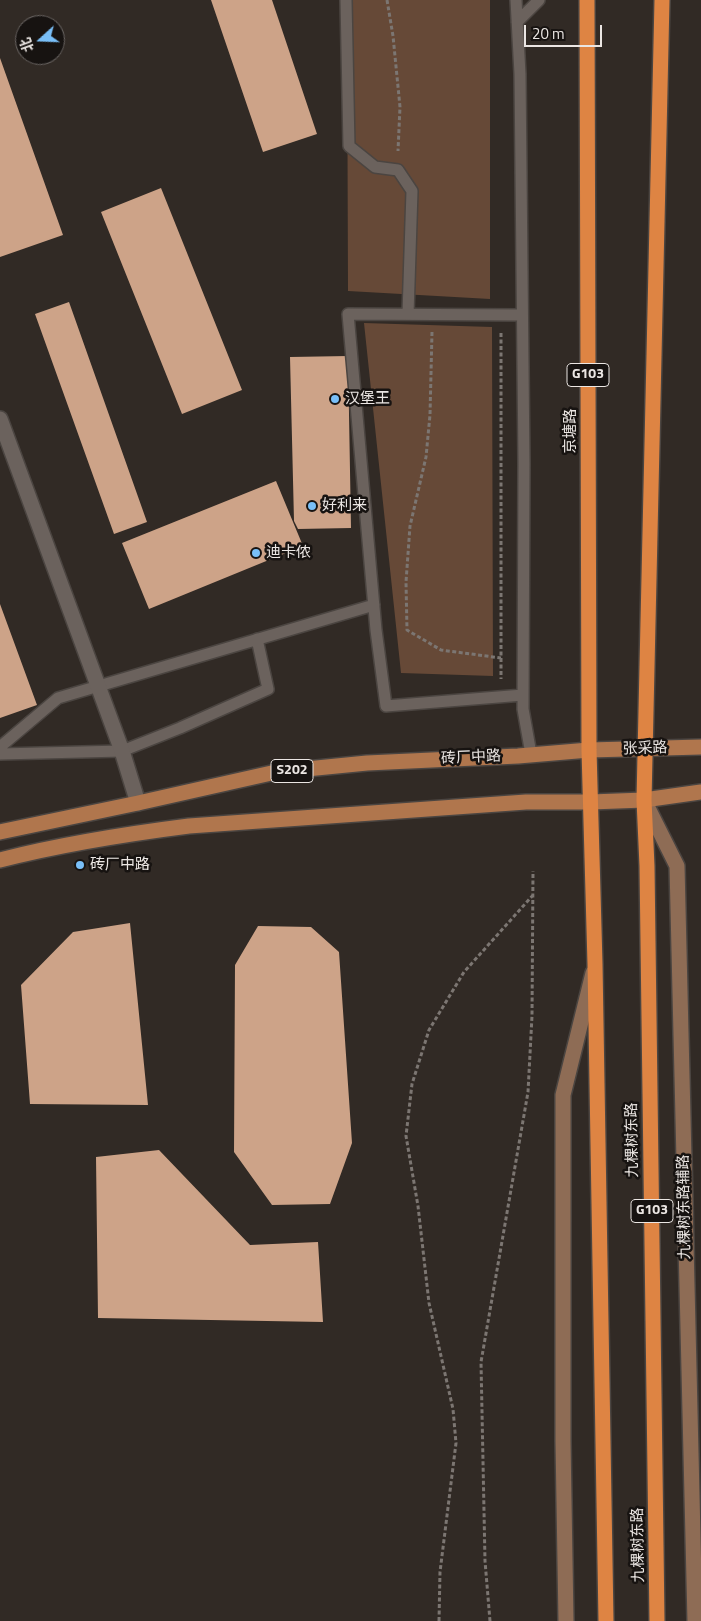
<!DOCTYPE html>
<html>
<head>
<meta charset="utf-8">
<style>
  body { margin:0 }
  #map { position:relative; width:701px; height:1621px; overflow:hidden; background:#312a25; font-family:"Titillium Web","Noto Sans SC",sans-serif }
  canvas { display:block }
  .north { position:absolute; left:15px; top:15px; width:50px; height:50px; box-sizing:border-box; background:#171311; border:1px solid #6c6765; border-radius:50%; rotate:250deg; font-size:14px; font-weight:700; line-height:20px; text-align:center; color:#ebe6e3 }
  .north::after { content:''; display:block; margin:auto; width:18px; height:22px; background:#79bff8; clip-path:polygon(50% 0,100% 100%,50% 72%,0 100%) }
  .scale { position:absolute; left:524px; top:25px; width:78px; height:22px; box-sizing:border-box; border:2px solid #ebe6e3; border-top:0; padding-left:6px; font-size:15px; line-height:18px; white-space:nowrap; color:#ebe6e3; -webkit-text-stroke:4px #171311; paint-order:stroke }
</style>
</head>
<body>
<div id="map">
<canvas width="701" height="1621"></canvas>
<div class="north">北</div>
<div class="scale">20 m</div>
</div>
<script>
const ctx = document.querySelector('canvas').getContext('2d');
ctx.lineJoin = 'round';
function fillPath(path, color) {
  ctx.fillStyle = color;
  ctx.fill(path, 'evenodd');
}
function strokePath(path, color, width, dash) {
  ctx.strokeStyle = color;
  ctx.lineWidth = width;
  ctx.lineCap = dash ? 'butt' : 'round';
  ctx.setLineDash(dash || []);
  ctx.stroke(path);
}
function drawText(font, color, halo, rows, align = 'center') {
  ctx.font = font + ' "Titillium Web","Noto Sans SC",sans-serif';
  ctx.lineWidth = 5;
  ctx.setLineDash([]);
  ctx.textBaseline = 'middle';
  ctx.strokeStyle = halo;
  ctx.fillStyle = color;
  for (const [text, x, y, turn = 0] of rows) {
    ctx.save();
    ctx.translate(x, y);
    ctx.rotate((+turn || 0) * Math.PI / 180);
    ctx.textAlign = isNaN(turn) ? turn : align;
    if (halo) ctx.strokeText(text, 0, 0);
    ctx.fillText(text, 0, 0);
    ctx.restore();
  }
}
fillPath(new Path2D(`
  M347,0H490V299L348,291Z
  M364,323L492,327L493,676L401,673Z`), '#664937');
fillPath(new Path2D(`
  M211,0H272L317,134L263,152Z
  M0,58L63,235L0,257Z
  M161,188L242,390L182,414L101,212Z
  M69,302L147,522L114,534L35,314Z
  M348,356L351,528L298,529L294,521L290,357Z
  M276,481L303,546L149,609L122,543Z
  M0,604L37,705L0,718Z
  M130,923L148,1105L30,1104L21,985L73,932Z
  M258,926L311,927L339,952L352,1143L330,1204L272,1205L234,1152L235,965Z
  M159,1150L250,1245L318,1242L323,1322L98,1318L96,1157Z`), '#cda388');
const lane = new Path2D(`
  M346,0L349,146L375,167L398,170L412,191L408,314
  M516,0L520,74L524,464L523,709L531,754
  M517,22L539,0
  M522,315L348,314L376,630L386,706L523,695
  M0,747L58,698L374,605
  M0,754L122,751L180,728L268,689L257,639`);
const street = new Path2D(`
  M0,419L122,751L138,803`);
const secondary = new Path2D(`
  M644,800L677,866L695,1621
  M566,1621L563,1441V1095L593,973`);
const primary = new Path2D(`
  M0,832L138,803L276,772L367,763L518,756L589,750L701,747
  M0,860C62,844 126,834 189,826L526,802H591L644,800L701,792`);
const highway = new Path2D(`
  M587,0L589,750L595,964L606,1621
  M657,1621L647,866L644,800L662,0`);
strokePath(lane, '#4b4541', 14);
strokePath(street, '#4b4541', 18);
strokePath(secondary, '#4b4541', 18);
strokePath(primary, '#4b4541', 18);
strokePath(highway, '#4b4541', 18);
strokePath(new Path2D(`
  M387,0L393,36L400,107L398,151
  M432,332L430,415L426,457L410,526L406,582L407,630L441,650L501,658
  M501,333V679
  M439,1621L440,1572L456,1443L453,1409L429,1303L418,1206L406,1136L412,1084L429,1030L464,972L534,894
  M490,1621L485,1561L481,1362L528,1092L532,1016L533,871`), '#7c7672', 3, [4, 2.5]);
strokePath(lane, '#6b625d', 11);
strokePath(street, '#6b625d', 15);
strokePath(secondary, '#8e6c55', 15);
strokePath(primary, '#b0764d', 15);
strokePath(highway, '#de8443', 15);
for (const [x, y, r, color] of [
  [335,399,5,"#79bff8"],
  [312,506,5,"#79bff8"],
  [256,553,5,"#79bff8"],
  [80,865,5,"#79bff8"]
]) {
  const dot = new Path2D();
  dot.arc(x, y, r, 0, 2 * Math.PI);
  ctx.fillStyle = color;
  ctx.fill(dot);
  strokePath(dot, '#171311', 2);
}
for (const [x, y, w] of [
  [588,375,42],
  [292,771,42],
  [652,1211,42]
]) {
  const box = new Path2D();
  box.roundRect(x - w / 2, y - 11.5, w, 23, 4);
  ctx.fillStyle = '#171311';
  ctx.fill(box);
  strokePath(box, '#ebe6e3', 1);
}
drawText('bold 14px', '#ebe6e3', null, [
  ["G103",588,375],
  ["S202",292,771],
  ["G103",652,1211]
]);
drawText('15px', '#ebe6e3', '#171311', [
  ["汉堡王",345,399],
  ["好利来",322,506],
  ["迪卡侬",266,553],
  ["砖厂中路",90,865]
], 'left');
drawText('15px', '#ebe6e3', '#171311', [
  ["京塘路",571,431,-90],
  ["张采路",645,749,-2],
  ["砖厂中路",471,758,-3],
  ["九棵树东路",633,1140,-91],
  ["九棵树东路辅路",685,1207,-91],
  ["九棵树东路",639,1545,-91]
]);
</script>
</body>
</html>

*YOUR INSTRUCTIONS*. For the word "Math", count the lines of the listing that hold it, and reply with the count by itself.

*RESULT*. 2